As the coming Messiah, Jesus fulfilled the Law and the Prophets. A good picture of this is the way Jesus picked up the Passover meal and turned it into his own supper. He showed how it pointed to his own work and his own reign in the Last Supper. He fulfilled the Old Testament's laws, whether they were civil, ceremonial, or moral. After his ascension, he sent his Spirit to inspire and direct his apostles to reflect on the Old Testament and to instruct the Christians.

Do you want to know how to apply the Old Testament today as a Christian? Read your New Testament. It's a good summary of what God is teaching his people, inspired by his Spirit. A good summary of its teaching is Christ's own summary in Mark 12:28-31: to love God and neighbor. God's law, here in Psalm 119, is his Word.

What is God's Word like?

As extraordinary as what we've already been considering, here comes the really good news. Number two: what is God's Word like? If God's Word is the revelation of himself to us, then what is that revelation like? Here, Psalm 119 becomes a solemn but joyful celebration, as God's Word is revealed to be true, good, and everlasting. Lose any one of these, and God's Word would be greatly diminished. But with all three together, the future—which could otherwise be dark and foreboding—becomes flooded with light.

God's Word is true. Look at verse 29: you see God's ways are the opposite of false ways. Over in verse 142, the psalmist says, "Your law is true." Over in verse 151: "All your commands are true." Verse 116 puts it like this, "The sum of your word is truth." God has never spoken falsely to us. He didn't speak falsely to our first parents, Adam and Eve. Our enemy, Satan, lies constantly, attaching his lies to half-truths. We can have our puny wits about us and still be deceived by sin, but God is nothing like that. He is always and only truthful. All his law is true. All his commandments are true. The sum of his Word is truth. He never misleads us. He never lies to us. He never deceives us, even when we don't know things. That lack of knowledge gives us good ground to look to him, to trust him, to find out that what he speaks in his Word is always and only true.

God's Word is also good, which means the truth is good. He says again and again in this psalm that his rules are righteous. The promises he makes to us are righteous. There is nothing wrong or questionable about the way he has promised to save us only by faith. There is nothing wrong in the way he saved Abraham, and nothing wrong in the way he promises us by faith in Christ. His testimonies are righteous.
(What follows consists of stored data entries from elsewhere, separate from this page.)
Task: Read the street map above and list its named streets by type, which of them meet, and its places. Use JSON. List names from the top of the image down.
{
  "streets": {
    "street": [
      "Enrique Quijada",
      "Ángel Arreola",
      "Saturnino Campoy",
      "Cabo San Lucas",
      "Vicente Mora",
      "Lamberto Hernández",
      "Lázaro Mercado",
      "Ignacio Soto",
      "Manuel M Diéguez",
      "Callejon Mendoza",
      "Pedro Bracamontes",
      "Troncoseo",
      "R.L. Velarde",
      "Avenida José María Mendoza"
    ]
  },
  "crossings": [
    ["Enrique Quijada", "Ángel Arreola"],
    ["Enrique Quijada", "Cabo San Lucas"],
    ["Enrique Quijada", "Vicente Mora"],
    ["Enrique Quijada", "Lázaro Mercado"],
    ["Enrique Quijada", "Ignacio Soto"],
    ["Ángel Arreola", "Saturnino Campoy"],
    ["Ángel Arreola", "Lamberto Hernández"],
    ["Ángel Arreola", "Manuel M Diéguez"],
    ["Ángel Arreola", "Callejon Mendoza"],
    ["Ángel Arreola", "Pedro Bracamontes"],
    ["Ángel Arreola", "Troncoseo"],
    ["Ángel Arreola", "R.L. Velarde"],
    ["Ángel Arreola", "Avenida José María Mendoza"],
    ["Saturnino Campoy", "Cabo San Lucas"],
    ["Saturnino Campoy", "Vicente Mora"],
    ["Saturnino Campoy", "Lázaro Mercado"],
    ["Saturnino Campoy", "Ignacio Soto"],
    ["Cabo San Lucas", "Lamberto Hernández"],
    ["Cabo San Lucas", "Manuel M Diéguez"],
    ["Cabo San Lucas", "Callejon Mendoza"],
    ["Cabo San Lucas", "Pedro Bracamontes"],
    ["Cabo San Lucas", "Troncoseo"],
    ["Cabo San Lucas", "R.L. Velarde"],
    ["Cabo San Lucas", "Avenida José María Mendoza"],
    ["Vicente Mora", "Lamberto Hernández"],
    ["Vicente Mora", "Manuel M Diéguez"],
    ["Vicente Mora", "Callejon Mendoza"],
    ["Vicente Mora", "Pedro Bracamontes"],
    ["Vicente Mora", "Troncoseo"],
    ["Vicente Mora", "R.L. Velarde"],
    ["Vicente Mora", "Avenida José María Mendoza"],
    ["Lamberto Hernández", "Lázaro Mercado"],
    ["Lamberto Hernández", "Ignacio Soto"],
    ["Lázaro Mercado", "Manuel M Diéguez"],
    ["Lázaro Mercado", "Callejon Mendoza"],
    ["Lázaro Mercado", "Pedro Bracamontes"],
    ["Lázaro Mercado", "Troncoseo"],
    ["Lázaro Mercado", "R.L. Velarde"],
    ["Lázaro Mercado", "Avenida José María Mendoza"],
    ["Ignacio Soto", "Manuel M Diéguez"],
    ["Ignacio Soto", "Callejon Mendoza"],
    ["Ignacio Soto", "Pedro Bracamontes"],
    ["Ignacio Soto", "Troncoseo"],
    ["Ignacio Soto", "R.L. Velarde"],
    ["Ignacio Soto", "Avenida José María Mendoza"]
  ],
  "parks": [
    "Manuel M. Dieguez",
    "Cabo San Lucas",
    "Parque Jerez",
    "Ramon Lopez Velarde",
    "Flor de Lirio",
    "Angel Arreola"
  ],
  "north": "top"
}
God defines what is good: understand that. Goodness or righteousness is not some external standard that God is able to effortlessly and perfectly conform to because he's so powerful. It's nothing like that. Goodness is a way of describing God, a way of describing all of his actions and commands. Good is not determined by a mayor in Houston, or a number of Twitter followers, or by what's fashionable, or by what's legal according to the Supreme Court. That court down the street has at one time or another declared it legal that two men may marry each other, that babies in the womb may be killed, and that people can own each other like property. Do you really think we should look to that court to decide what is good? That is not the way we decide what is good. It is hardly the final arbiter of goodness.

If it's not popularity, electability, or legality, then what is it that finally determines what is good? God does. He has revealed it to us honestly in his Word. Look at verse 164: "Seven times a day I praise you / for your righteous laws." If I'm at all confused about what's right or wrong, I can simply look to God's Word because all of his precepts are right. I don't have to worry about which ones are right and which ones are wrong. Verse 172 reads, "All your commands are righteous." Or verse 39: "Your laws are good." It makes sense that what would come from a good God would be good.

He puts it so simply there in the first half of verse 68: "You are good, and what you do is good." That is a good basic theology. As good as this is—"what's true is good" is good news for us—but it gets even better. God's Word is not only true and good, but the psalmist is not worried that this true and good word will change or expire or give out or need updating with some pact sent from the clouds of heaven.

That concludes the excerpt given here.